Set down each of the records below exactly as it reads. No pictures go into the copy.

DATA FOR PROCESSING Start Marker

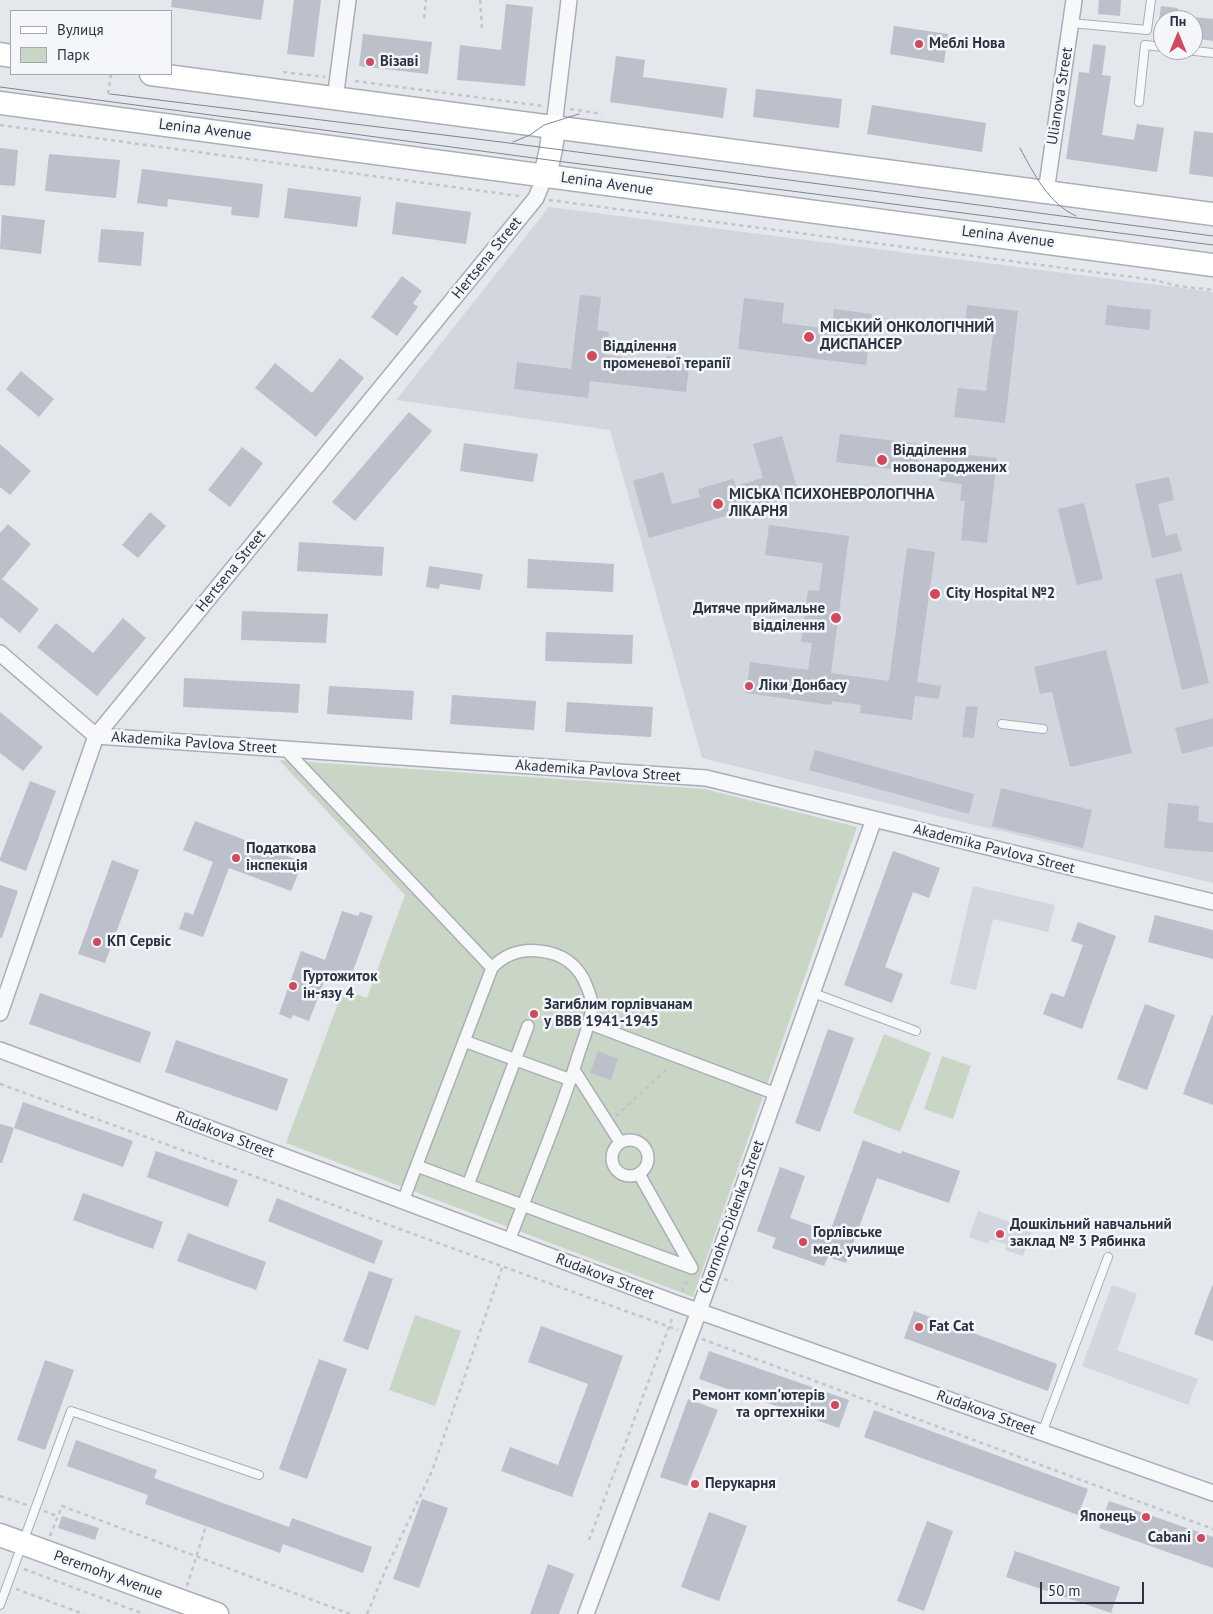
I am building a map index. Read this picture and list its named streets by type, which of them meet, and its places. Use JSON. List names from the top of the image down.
{
  "streets": {
    "main road": ["Lenina Avenue", "Peremohy Avenue"],
    "street": [
      "Ulianova Street",
      "Hertsena Street",
      "Akademika Pavlova Street",
      "Rudakova Street",
      "Chornoho-Didenka Street"
    ]
  },
  "crossings": [
    ["Lenina Avenue", "Hertsena Street"],
    ["Hertsena Street", "Akademika Pavlova Street"],
    ["Akademika Pavlova Street", "Chornoho-Didenka Street"],
    ["Rudakova Street", "Chornoho-Didenka Street"]
  ],
  "places": [
    "Меблі Нова",
    "Візаві",
    "МІСЬКИЙ ОНКОЛОГІЧНИЙ ДИСПАНСЕР",
    "Відділення променевої терапії",
    "Відділення новонароджених",
    "МІСЬКА ПСИХОНЕВРОЛОГІЧНА ЛІКАРНЯ",
    "City Hospital №2",
    "Дитяче приймальне відділення",
    "Ліки Донбасу",
    "Податкова інспекція",
    "КП Сервіс",
    "Гуртожиток ін-язу 4",
    "Загиблим горлівчанам у ВВВ 1941-1945",
    "Дошкільний навчальний заклад № 3 Рябинка",
    "Горлівське мед. училище",
    "Fat Cat",
    "Ремонт комп'ютерів та оргтехніки",
    "Перукарня",
    "Японець",
    "Cabani"
  ],
  "legend": ["Вулиця", "Парк"],
  "scale_bar": "50 m",
  "north": "top"
}
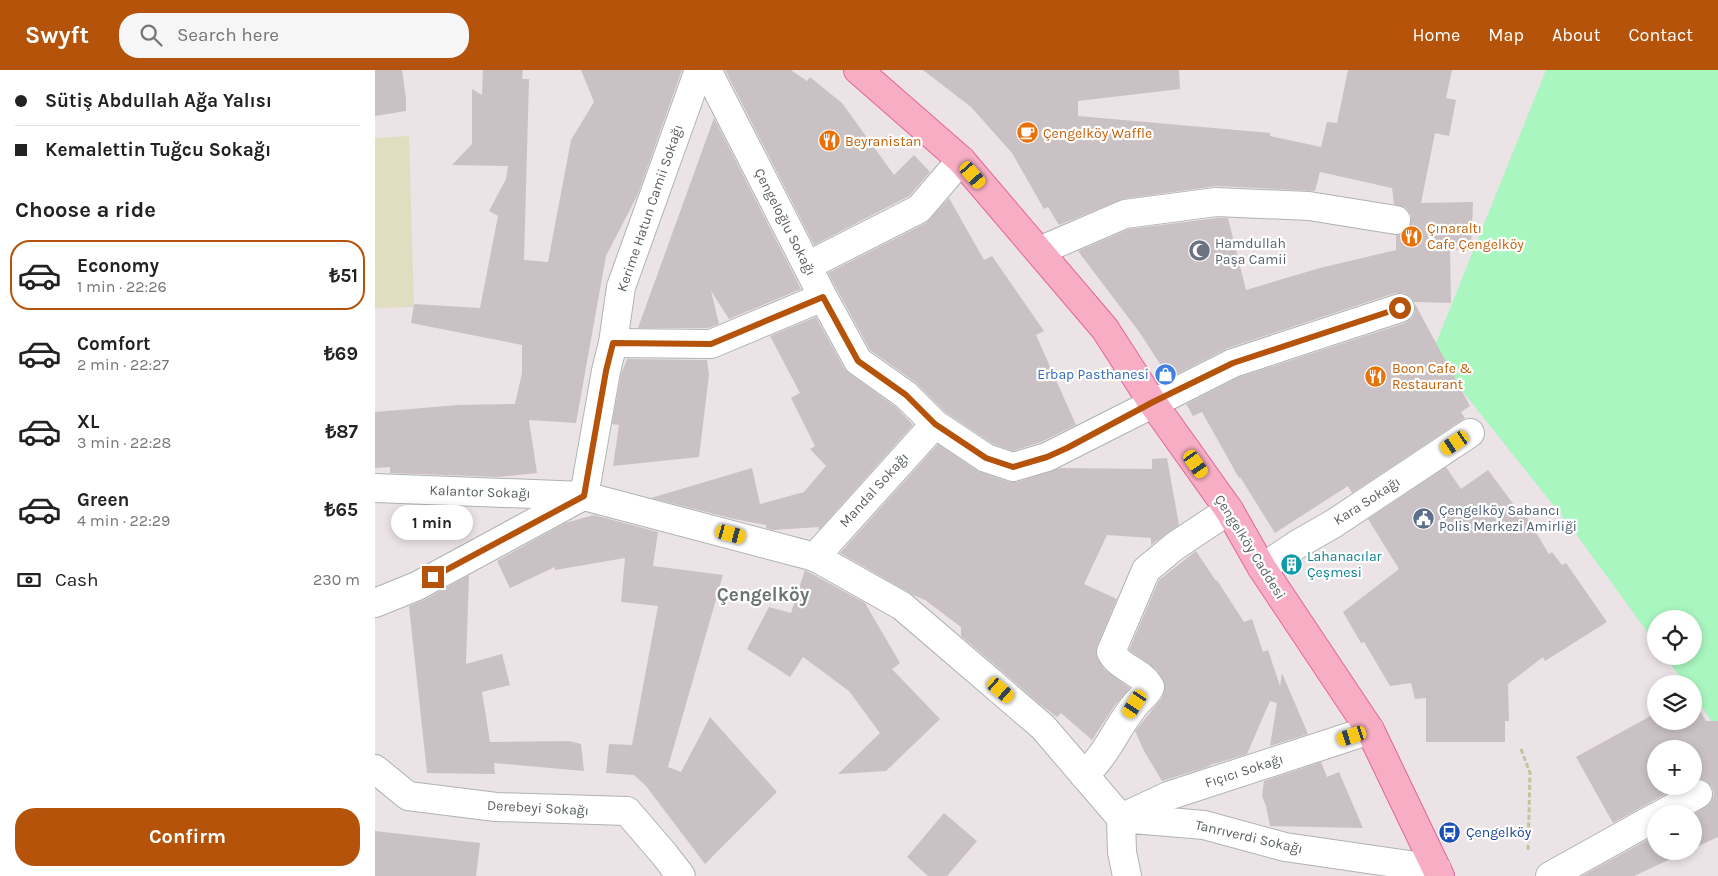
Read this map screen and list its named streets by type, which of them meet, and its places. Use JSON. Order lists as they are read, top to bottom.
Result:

DATA FOR PROCESSING End Marker

RESULT OF THIS TASK →
I am building a map index. Read this picture and list its named streets by type, which of them meet, and its places. Use JSON. List names from the top of the image down.
{
  "streets": {
    "main road": ["Lenina Avenue", "Peremohy Avenue"],
    "street": [
      "Ulianova Street",
      "Hertsena Street",
      "Akademika Pavlova Street",
      "Rudakova Street",
      "Chornoho-Didenka Street"
    ]
  },
  "crossings": [
    ["Lenina Avenue", "Hertsena Street"],
    ["Hertsena Street", "Akademika Pavlova Street"],
    ["Akademika Pavlova Street", "Chornoho-Didenka Street"],
    ["Rudakova Street", "Chornoho-Didenka Street"]
  ],
  "places": [
    "Меблі Нова",
    "Візаві",
    "МІСЬКИЙ ОНКОЛОГІЧНИЙ ДИСПАНСЕР",
    "Відділення променевої терапії",
    "Відділення новонароджених",
    "МІСЬКА ПСИХОНЕВРОЛОГІЧНА ЛІКАРНЯ",
    "City Hospital №2",
    "Дитяче приймальне відділення",
    "Ліки Донбасу",
    "Податкова інспекція",
    "КП Сервіс",
    "Гуртожиток ін-язу 4",
    "Загиблим горлівчанам у ВВВ 1941-1945",
    "Дошкільний навчальний заклад № 3 Рябинка",
    "Горлівське мед. училище",
    "Fat Cat",
    "Ремонт комп'ютерів та оргтехніки",
    "Перукарня",
    "Японець",
    "Cabani"
  ],
  "legend": ["Вулиця", "Парк"],
  "scale_bar": "50 m",
  "north": "top"
}
Read this map screen and list its named streets by type, which of them meet, and its places. Use JSON. Order lists as they are read, top to bottom.
Result:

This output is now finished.